§ **AVAILABLE DATA**
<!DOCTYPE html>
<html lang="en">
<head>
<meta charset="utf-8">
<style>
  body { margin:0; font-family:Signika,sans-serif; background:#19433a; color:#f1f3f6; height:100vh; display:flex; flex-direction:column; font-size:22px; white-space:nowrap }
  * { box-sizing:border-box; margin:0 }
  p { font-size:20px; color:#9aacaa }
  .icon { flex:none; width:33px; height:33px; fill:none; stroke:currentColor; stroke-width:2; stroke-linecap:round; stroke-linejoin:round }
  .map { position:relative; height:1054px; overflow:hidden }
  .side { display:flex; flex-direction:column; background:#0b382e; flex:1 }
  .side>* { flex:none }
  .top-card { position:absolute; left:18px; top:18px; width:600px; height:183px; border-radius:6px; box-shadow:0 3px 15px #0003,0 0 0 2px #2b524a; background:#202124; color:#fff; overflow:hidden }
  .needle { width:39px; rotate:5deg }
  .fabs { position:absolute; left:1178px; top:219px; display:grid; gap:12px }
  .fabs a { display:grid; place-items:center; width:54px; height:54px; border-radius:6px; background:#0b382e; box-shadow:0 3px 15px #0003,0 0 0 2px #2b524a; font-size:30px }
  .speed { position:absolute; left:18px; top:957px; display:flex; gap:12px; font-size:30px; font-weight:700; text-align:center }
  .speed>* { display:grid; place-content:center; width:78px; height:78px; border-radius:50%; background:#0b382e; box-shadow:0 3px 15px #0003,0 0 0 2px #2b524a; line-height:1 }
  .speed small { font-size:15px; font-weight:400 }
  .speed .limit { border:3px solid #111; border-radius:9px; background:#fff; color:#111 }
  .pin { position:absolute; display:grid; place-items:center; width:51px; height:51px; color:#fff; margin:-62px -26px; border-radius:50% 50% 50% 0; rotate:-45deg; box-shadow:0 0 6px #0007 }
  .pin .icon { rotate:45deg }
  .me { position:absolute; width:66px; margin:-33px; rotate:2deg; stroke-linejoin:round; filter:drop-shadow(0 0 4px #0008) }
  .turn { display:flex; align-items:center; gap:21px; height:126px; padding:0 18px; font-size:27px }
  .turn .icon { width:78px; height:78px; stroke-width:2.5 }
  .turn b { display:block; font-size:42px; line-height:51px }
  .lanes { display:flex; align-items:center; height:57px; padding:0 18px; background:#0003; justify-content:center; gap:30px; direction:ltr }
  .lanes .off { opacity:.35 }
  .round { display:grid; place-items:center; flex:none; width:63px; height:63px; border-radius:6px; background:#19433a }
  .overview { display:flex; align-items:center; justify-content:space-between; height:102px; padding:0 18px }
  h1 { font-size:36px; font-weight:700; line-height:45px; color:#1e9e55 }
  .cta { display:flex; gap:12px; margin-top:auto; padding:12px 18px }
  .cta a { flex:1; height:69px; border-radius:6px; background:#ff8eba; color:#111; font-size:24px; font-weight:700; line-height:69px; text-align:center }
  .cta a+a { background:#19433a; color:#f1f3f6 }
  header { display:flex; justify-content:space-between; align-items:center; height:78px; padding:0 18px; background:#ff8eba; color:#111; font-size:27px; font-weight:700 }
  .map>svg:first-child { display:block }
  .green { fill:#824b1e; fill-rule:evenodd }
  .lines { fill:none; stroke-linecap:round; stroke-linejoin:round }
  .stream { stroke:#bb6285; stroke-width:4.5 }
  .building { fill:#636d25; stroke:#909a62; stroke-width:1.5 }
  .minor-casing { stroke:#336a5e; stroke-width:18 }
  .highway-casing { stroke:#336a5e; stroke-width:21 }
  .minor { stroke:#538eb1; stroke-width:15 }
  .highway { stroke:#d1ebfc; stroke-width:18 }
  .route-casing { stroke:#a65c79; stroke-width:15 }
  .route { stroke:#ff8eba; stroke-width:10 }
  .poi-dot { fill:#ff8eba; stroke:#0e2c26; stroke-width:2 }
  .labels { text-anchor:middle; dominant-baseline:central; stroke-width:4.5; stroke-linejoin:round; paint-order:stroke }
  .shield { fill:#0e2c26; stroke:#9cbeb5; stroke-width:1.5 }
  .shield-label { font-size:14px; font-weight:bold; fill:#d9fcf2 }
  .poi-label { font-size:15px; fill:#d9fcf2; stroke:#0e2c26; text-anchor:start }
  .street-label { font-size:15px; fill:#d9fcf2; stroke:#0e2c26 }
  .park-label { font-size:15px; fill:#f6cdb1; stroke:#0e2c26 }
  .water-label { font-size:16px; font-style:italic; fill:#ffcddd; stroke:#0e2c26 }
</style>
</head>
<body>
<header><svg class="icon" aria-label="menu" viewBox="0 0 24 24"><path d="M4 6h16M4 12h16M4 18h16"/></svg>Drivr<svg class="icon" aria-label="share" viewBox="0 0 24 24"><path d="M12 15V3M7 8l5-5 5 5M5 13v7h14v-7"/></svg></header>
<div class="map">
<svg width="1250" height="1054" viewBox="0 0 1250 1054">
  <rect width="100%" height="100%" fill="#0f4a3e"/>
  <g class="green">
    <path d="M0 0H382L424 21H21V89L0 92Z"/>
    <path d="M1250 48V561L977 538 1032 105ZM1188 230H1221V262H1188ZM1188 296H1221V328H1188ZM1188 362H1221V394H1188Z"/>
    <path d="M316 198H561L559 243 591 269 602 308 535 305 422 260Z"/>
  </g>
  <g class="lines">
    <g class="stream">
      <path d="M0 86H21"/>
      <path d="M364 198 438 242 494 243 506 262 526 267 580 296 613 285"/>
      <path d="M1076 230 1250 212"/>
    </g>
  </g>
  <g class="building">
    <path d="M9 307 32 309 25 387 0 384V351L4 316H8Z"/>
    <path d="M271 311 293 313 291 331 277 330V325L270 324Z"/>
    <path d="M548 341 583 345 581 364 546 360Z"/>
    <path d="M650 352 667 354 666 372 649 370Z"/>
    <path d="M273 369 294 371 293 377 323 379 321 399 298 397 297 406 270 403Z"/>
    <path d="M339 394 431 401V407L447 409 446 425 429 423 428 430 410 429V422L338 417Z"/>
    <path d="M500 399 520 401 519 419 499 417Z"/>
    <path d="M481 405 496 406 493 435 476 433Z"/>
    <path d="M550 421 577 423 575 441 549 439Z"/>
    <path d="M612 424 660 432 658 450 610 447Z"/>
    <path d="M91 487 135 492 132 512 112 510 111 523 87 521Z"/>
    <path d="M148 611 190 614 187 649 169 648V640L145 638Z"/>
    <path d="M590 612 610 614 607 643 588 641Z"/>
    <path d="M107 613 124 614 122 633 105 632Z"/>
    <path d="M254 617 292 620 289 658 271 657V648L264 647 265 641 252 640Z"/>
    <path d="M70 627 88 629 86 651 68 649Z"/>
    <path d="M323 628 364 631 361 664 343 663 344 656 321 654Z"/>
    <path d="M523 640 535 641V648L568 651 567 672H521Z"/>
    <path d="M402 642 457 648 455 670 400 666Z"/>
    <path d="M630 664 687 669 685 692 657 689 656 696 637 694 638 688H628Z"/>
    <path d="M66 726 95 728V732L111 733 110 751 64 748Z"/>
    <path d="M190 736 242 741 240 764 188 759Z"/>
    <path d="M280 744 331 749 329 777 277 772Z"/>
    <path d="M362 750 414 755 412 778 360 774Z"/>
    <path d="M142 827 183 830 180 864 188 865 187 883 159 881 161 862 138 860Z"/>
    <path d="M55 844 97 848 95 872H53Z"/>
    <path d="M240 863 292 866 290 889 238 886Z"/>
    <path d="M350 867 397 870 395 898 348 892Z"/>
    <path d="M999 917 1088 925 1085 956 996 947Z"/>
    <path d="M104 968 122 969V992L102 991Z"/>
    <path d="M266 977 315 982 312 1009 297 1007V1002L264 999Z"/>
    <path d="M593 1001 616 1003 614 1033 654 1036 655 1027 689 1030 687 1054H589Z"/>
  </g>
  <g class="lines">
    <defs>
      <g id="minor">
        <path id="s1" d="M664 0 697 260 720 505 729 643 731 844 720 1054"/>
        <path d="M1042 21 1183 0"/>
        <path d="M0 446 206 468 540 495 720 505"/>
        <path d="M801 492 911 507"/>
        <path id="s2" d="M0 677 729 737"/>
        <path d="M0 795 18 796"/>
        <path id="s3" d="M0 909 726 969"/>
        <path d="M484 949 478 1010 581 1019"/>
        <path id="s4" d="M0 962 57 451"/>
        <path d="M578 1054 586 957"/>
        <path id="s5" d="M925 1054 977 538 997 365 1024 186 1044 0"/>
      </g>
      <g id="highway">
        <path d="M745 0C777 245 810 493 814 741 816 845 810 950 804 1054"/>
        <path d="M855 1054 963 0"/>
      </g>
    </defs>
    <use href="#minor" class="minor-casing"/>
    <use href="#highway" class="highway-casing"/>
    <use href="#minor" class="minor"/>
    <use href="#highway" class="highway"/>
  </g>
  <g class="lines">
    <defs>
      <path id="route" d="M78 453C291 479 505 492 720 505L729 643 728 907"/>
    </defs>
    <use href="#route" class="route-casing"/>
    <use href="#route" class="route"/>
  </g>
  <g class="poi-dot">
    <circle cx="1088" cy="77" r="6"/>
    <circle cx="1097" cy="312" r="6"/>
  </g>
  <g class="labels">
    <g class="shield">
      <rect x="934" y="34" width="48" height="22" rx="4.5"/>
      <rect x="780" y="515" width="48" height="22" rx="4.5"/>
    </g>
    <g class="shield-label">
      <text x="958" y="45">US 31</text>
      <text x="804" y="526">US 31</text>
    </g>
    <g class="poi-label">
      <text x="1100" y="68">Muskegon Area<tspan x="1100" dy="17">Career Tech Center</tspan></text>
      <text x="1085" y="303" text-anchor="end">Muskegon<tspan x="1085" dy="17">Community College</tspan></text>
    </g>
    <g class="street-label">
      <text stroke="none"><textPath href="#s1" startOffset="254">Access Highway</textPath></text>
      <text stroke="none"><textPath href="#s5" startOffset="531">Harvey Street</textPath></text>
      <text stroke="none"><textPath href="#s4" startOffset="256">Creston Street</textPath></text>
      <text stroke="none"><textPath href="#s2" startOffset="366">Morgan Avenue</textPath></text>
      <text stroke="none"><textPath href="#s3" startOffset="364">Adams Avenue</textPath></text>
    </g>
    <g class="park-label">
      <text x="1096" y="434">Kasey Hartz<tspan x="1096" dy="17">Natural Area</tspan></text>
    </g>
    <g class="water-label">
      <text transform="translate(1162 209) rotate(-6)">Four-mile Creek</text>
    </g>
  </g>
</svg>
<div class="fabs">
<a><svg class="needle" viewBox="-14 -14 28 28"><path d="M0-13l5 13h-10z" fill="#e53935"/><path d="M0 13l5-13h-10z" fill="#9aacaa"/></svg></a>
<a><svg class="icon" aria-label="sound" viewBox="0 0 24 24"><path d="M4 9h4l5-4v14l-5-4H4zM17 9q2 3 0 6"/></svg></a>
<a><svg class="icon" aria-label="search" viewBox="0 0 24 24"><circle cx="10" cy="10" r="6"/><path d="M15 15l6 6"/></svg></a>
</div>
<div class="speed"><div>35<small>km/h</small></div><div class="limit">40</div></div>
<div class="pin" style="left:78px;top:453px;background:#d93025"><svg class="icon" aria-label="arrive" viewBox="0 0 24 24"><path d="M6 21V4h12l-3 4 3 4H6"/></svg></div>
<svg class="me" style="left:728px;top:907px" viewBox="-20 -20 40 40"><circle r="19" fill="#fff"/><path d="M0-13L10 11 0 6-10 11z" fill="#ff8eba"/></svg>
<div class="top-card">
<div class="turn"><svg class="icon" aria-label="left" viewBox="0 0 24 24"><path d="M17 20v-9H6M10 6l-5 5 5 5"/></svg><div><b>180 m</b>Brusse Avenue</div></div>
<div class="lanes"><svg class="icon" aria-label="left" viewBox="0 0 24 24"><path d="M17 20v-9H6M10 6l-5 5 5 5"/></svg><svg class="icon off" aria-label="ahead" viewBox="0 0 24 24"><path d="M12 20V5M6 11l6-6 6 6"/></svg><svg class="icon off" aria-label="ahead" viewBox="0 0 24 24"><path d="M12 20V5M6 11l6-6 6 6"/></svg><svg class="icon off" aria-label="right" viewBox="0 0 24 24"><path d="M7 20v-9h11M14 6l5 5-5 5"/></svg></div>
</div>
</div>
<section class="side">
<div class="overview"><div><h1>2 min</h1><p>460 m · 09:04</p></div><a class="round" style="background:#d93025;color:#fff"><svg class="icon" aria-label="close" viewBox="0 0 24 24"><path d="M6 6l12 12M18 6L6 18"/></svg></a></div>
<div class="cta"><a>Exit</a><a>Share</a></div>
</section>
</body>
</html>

§ **TASK TO CARRY OUT**
The lines to copy run from the first line of the entries to the line containing "display:block; font-size:42px; line-height:51px"; copy them exactly and output nothing else.

§ **RESPONSE AREA**
<!DOCTYPE html>
<html lang="en">
<head>
<meta charset="utf-8">
<style>
  body { margin:0; font-family:Signika,sans-serif; background:#19433a; color:#f1f3f6; height:100vh; display:flex; flex-direction:column; font-size:22px; white-space:nowrap }
  * { box-sizing:border-box; margin:0 }
  p { font-size:20px; color:#9aacaa }
  .icon { flex:none; width:33px; height:33px; fill:none; stroke:currentColor; stroke-width:2; stroke-linecap:round; stroke-linejoin:round }
  .map { position:relative; height:1054px; overflow:hidden }
  .side { display:flex; flex-direction:column; background:#0b382e; flex:1 }
  .side>* { flex:none }
  .top-card { position:absolute; left:18px; top:18px; width:600px; height:183px; border-radius:6px; box-shadow:0 3px 15px #0003,0 0 0 2px #2b524a; background:#202124; color:#fff; overflow:hidden }
  .needle { width:39px; rotate:5deg }
  .fabs { position:absolute; left:1178px; top:219px; display:grid; gap:12px }
  .fabs a { display:grid; place-items:center; width:54px; height:54px; border-radius:6px; background:#0b382e; box-shadow:0 3px 15px #0003,0 0 0 2px #2b524a; font-size:30px }
  .speed { position:absolute; left:18px; top:957px; display:flex; gap:12px; font-size:30px; font-weight:700; text-align:center }
  .speed>* { display:grid; place-content:center; width:78px; height:78px; border-radius:50%; background:#0b382e; box-shadow:0 3px 15px #0003,0 0 0 2px #2b524a; line-height:1 }
  .speed small { font-size:15px; font-weight:400 }
  .speed .limit { border:3px solid #111; border-radius:9px; background:#fff; color:#111 }
  .pin { position:absolute; display:grid; place-items:center; width:51px; height:51px; color:#fff; margin:-62px -26px; border-radius:50% 50% 50% 0; rotate:-45deg; box-shadow:0 0 6px #0007 }
  .pin .icon { rotate:45deg }
  .me { position:absolute; width:66px; margin:-33px; rotate:2deg; stroke-linejoin:round; filter:drop-shadow(0 0 4px #0008) }
  .turn { display:flex; align-items:center; gap:21px; height:126px; padding:0 18px; font-size:27px }
  .turn .icon { width:78px; height:78px; stroke-width:2.5 }
  .turn b { display:block; font-size:42px; line-height:51px }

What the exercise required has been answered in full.